According to the research, the strong connection that the Gupta family maintained with Mr. Zuma was the primary factor responsible for their influence. It was believed that Mr. Zuma’s other associates had utilised important institutions, such as the state security agency, to conduct political conflicts between different factions.

However, any reform would be gradual since the national prosecution authority was also damaged by corruption. This will make any change difficult to implement. According to Mr. Gumede, it is quite possible that it will be further delayed by infighting inside the African National Congress as the organisation deals with the impact of the study.

At this time, Mr. Ramaphosa is the subject of his own investigation into allegations of wrongdoing. There have been doubts raised about a break-in that occurred at his property in 2020 but was never reported. A political adversary of Mr. Ramaphosa and a supporter of Mr. Zuma accused him of concealing up the theft of between $4 million and $8 million in United States currency so as to escape attention over having significant quantities of cash stashed away. This same ally, the former head of state security Arthur Fraser, was also named in the report as a person who engaged in corrupt activity.

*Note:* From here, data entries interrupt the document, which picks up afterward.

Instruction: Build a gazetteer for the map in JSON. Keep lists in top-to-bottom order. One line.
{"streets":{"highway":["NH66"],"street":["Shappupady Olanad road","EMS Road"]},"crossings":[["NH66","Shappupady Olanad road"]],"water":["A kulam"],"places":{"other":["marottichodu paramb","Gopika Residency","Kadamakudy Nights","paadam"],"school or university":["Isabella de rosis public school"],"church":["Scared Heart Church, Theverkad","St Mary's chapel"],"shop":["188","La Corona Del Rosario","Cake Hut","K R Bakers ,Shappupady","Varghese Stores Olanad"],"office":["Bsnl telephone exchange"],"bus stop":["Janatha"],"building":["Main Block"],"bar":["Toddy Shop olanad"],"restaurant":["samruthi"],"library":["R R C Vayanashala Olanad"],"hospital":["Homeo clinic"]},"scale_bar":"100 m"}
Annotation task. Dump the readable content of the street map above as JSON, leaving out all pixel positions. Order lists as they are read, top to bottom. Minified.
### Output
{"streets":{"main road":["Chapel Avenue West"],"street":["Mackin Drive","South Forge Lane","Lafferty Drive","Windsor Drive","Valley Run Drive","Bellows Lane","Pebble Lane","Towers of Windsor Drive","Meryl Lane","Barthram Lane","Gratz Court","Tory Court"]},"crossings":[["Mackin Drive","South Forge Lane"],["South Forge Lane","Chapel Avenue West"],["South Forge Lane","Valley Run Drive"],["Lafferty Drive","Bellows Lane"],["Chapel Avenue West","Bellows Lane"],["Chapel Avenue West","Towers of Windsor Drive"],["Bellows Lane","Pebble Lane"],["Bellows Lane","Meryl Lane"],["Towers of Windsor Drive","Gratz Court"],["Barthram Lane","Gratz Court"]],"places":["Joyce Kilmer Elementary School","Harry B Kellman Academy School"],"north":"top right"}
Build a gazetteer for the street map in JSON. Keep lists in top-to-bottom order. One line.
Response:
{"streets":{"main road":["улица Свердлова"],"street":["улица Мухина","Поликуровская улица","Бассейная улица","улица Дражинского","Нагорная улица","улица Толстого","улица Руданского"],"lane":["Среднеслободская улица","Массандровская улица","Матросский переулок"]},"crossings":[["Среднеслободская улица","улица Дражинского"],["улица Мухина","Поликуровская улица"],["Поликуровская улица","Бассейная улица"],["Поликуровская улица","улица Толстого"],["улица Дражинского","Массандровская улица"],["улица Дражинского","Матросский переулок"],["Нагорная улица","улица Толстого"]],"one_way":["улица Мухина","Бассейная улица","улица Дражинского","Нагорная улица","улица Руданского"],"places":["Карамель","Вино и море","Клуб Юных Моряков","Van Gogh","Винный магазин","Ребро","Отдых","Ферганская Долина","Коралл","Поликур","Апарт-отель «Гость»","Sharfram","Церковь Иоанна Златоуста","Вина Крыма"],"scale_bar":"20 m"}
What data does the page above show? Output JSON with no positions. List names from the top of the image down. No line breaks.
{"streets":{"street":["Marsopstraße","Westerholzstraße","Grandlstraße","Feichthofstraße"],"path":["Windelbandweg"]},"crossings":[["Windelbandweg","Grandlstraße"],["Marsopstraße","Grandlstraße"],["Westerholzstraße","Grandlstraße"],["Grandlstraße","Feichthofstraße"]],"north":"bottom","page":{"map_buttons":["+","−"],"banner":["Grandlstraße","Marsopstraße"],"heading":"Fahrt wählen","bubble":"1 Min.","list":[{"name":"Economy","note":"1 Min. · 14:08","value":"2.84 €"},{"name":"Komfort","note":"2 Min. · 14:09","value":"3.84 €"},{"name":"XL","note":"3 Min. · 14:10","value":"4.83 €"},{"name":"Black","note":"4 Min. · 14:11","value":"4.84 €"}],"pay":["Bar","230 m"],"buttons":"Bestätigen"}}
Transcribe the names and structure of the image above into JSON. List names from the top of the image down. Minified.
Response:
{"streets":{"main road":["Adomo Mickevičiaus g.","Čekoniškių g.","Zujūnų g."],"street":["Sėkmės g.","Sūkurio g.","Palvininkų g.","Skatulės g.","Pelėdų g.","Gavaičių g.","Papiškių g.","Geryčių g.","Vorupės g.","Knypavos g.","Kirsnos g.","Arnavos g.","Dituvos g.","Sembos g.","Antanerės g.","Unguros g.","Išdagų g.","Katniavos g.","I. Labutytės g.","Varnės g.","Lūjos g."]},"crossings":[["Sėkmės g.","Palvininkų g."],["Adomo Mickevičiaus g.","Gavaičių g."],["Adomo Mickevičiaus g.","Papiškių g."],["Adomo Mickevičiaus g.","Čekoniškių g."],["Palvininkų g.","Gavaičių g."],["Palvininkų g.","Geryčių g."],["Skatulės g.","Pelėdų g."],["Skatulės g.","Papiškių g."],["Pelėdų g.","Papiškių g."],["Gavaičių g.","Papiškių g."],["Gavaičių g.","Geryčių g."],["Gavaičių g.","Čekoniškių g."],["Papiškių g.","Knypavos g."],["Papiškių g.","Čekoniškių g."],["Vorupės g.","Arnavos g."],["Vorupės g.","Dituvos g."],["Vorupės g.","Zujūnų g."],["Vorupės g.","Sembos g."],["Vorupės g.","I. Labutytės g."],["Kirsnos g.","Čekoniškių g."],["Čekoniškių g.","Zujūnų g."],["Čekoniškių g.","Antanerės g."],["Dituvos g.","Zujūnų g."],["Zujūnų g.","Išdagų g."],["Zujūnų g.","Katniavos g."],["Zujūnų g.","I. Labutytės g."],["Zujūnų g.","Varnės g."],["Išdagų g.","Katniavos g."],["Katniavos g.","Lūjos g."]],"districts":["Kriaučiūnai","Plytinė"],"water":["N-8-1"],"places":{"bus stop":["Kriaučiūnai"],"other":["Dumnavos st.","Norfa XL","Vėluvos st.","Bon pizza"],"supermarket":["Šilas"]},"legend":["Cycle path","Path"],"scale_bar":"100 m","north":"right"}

Mr. Ramaphosa ran his campaign on the platform of revitalization, both for the incumbent African National Congress (ANC) and for the nation of South Africa as a whole. The study said that Mr. Ramaphosa and the ANC were complicit in the spread of bribery due to their lackadaisical attitude toward the issue of corruption and their poor response time.

According to the findings of the report, as scandals unfolded, the party not only disregarded calls from long-standing members to take action against corruption, but it also disregarded some of its own internal checks and balances to deal with corruption, doing little more than issuing statements to the media. When it did try to act — for example, when the party attempted to hold Mr. Zuma responsible for his ties with the Gupta brothers — the A.N.C.’s own focus on unity hampered its capacity to do so.

The study raised questions about whether or not Mr. Ramaphosa, in his role as Mr. Zuma’s deputy inside the party and in the government, knew enough to curb corruption and whether or not he did enough to stop it. The investigation called into doubt his statement that he had just learnt about the scope of the corruption along with the rest of the general public, referring to public charges that dated all the way back to 2010 against Mr. Zuma and the Gupta brothers.